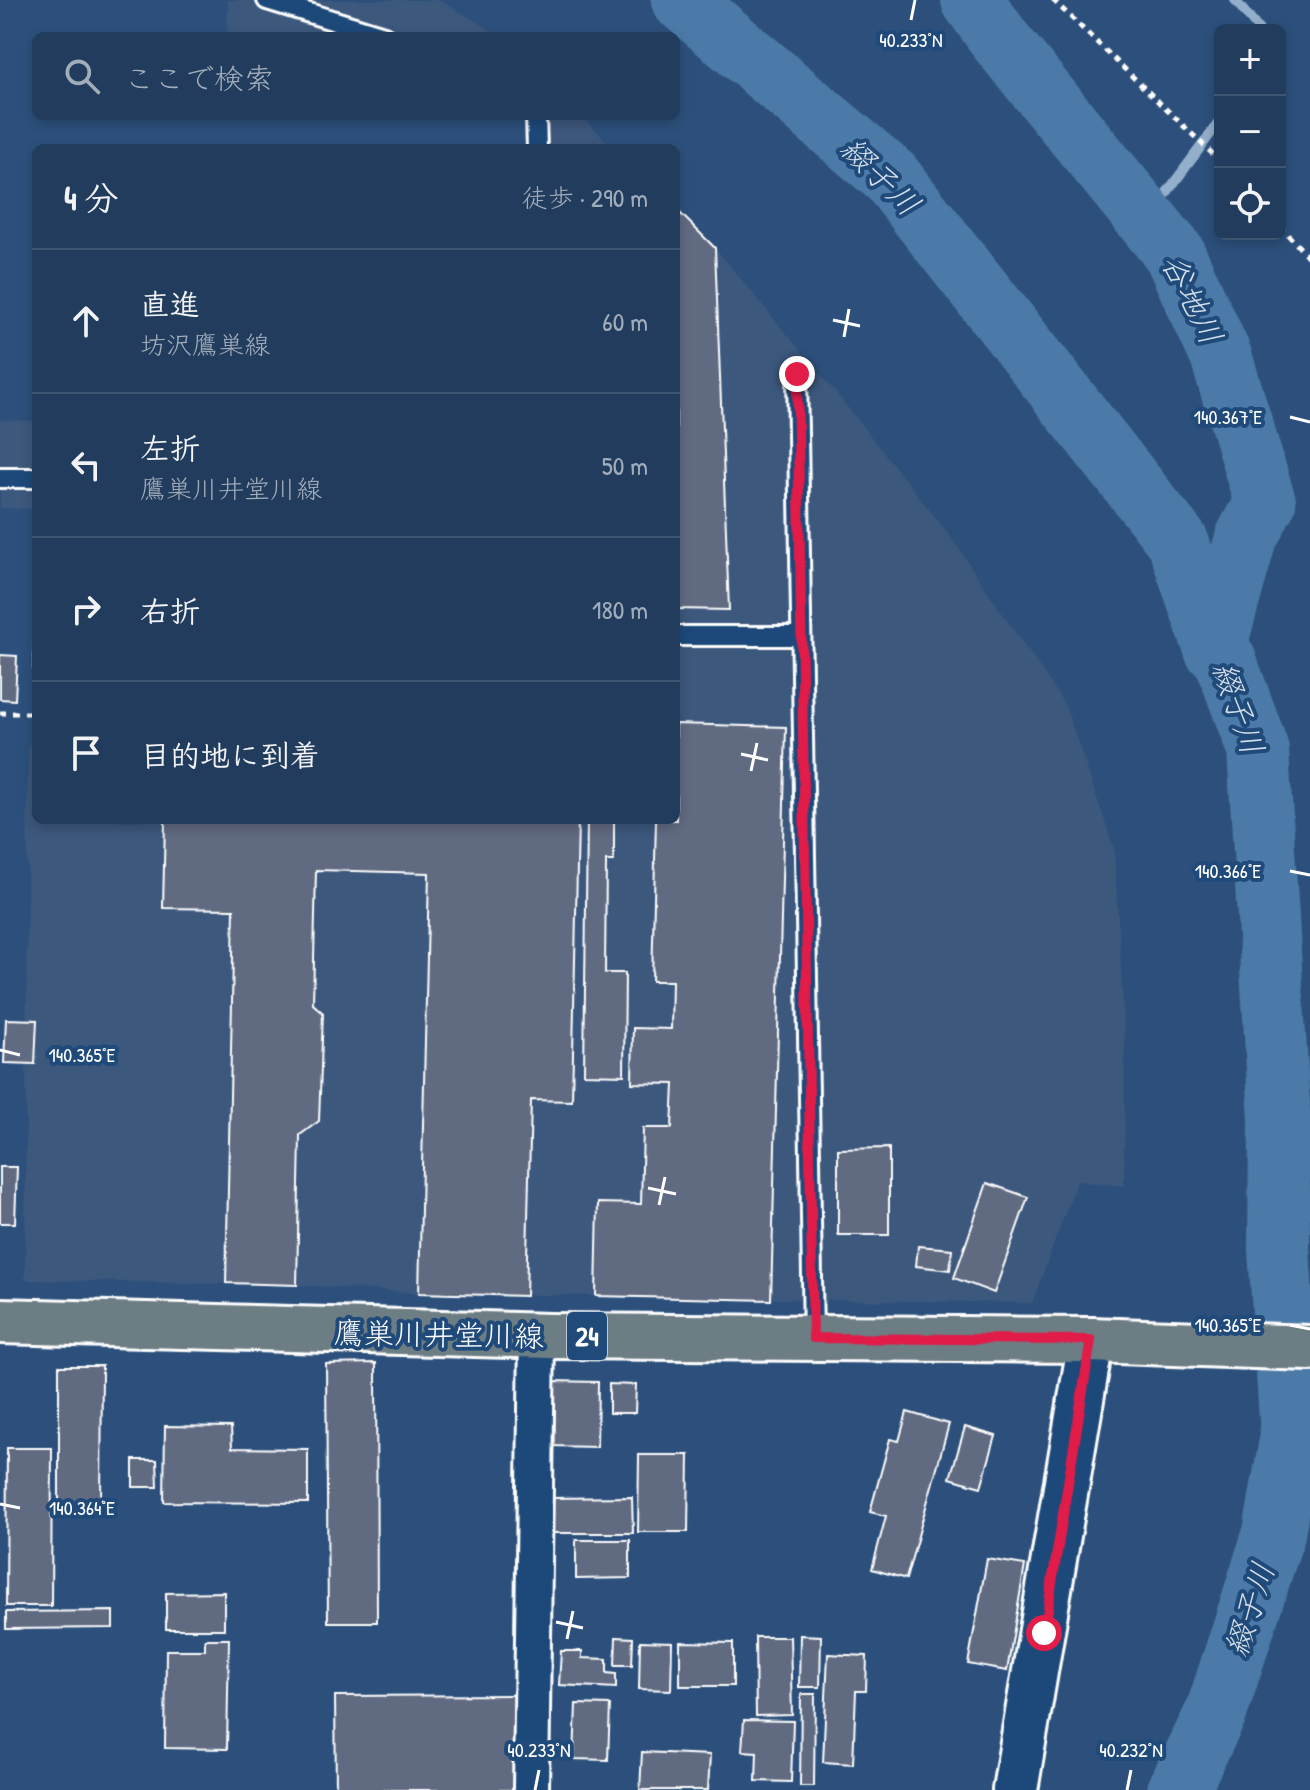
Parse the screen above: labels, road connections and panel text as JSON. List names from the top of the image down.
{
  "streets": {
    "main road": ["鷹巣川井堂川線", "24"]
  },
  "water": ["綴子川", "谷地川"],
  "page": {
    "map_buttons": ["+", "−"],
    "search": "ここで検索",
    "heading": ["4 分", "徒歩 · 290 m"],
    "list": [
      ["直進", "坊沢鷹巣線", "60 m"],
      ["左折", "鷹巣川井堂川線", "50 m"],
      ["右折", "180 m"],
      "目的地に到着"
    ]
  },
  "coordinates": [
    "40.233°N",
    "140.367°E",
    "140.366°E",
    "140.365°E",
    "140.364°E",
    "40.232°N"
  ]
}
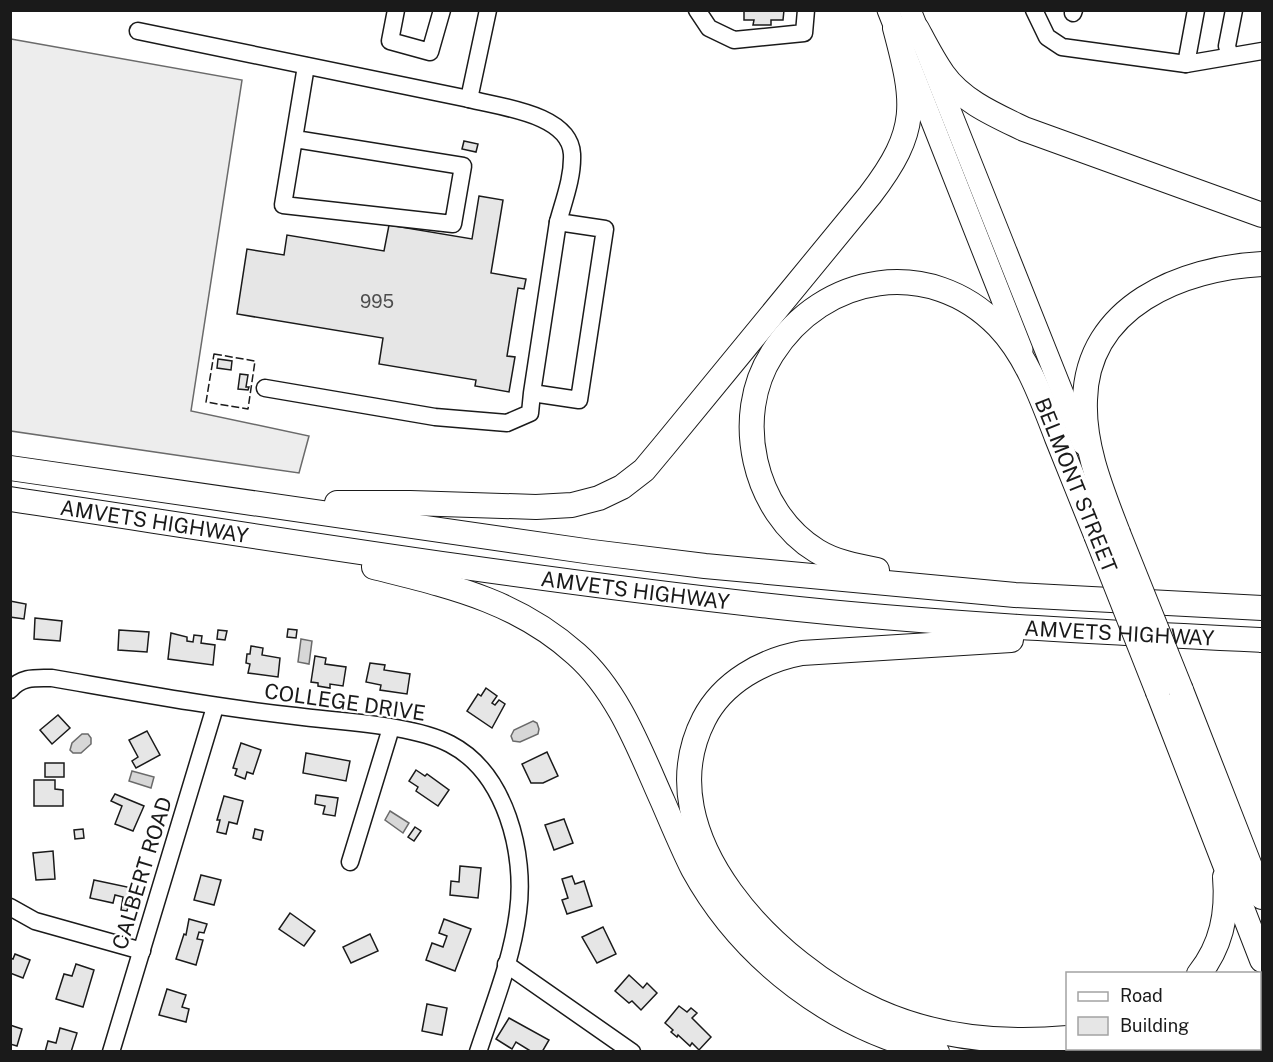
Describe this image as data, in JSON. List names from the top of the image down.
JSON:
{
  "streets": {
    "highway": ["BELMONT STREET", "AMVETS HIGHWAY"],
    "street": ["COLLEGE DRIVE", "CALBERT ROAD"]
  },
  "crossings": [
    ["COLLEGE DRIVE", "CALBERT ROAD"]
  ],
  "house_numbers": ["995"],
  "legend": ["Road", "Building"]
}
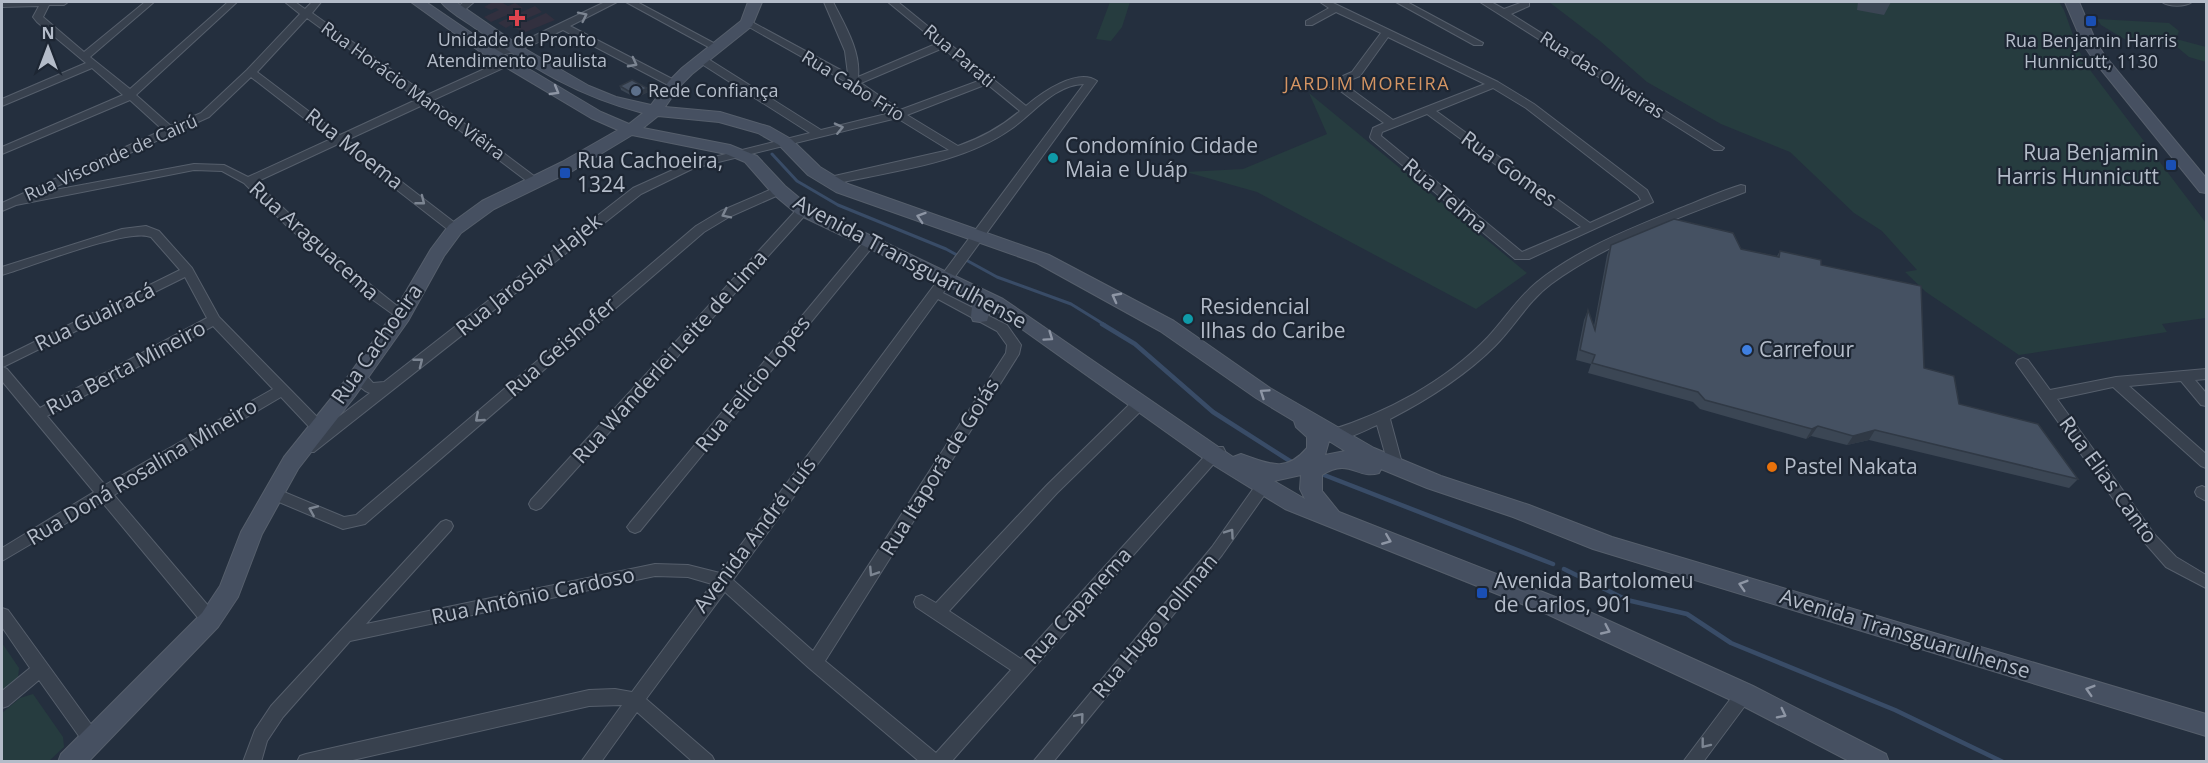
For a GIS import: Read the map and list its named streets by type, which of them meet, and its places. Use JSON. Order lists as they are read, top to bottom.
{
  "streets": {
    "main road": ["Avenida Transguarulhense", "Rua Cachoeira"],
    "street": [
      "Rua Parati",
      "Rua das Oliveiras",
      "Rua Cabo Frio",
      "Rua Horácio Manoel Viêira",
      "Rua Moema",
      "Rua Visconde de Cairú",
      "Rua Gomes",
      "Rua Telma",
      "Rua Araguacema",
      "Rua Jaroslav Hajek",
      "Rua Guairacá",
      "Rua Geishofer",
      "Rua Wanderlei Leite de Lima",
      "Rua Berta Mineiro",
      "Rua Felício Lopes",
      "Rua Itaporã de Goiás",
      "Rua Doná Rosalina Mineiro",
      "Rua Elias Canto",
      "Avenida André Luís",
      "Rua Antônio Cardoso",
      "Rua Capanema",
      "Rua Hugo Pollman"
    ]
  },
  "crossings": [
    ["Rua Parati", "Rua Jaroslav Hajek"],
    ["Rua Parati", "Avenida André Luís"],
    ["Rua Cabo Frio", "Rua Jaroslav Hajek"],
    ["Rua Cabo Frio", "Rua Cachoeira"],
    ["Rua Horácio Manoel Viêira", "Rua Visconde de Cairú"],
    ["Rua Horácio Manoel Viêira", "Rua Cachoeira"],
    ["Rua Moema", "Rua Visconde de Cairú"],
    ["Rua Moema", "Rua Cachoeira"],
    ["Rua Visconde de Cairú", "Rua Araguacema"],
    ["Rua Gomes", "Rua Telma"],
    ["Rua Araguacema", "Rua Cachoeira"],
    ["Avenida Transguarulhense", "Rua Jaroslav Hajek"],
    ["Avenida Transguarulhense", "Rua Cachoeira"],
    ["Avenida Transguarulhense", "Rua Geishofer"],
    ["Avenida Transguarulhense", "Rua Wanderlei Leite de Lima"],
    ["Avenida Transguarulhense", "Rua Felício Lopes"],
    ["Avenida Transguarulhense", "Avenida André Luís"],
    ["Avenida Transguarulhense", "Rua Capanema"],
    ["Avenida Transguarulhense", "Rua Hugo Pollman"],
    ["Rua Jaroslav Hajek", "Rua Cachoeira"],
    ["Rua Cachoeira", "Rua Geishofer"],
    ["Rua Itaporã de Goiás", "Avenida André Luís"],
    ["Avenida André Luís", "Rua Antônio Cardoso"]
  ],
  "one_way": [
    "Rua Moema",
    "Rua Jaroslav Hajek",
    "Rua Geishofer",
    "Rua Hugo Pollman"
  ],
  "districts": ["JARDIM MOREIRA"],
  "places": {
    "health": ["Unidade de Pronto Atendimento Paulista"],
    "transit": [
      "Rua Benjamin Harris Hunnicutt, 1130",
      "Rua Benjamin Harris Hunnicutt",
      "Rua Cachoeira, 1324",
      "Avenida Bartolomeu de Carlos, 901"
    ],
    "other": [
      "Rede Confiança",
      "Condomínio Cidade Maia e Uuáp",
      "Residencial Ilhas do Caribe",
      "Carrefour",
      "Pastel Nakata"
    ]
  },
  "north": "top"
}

---

Assignment: For every line above in which the string "places" appears, add one; please give the final count and nothing else.

Answer box: 2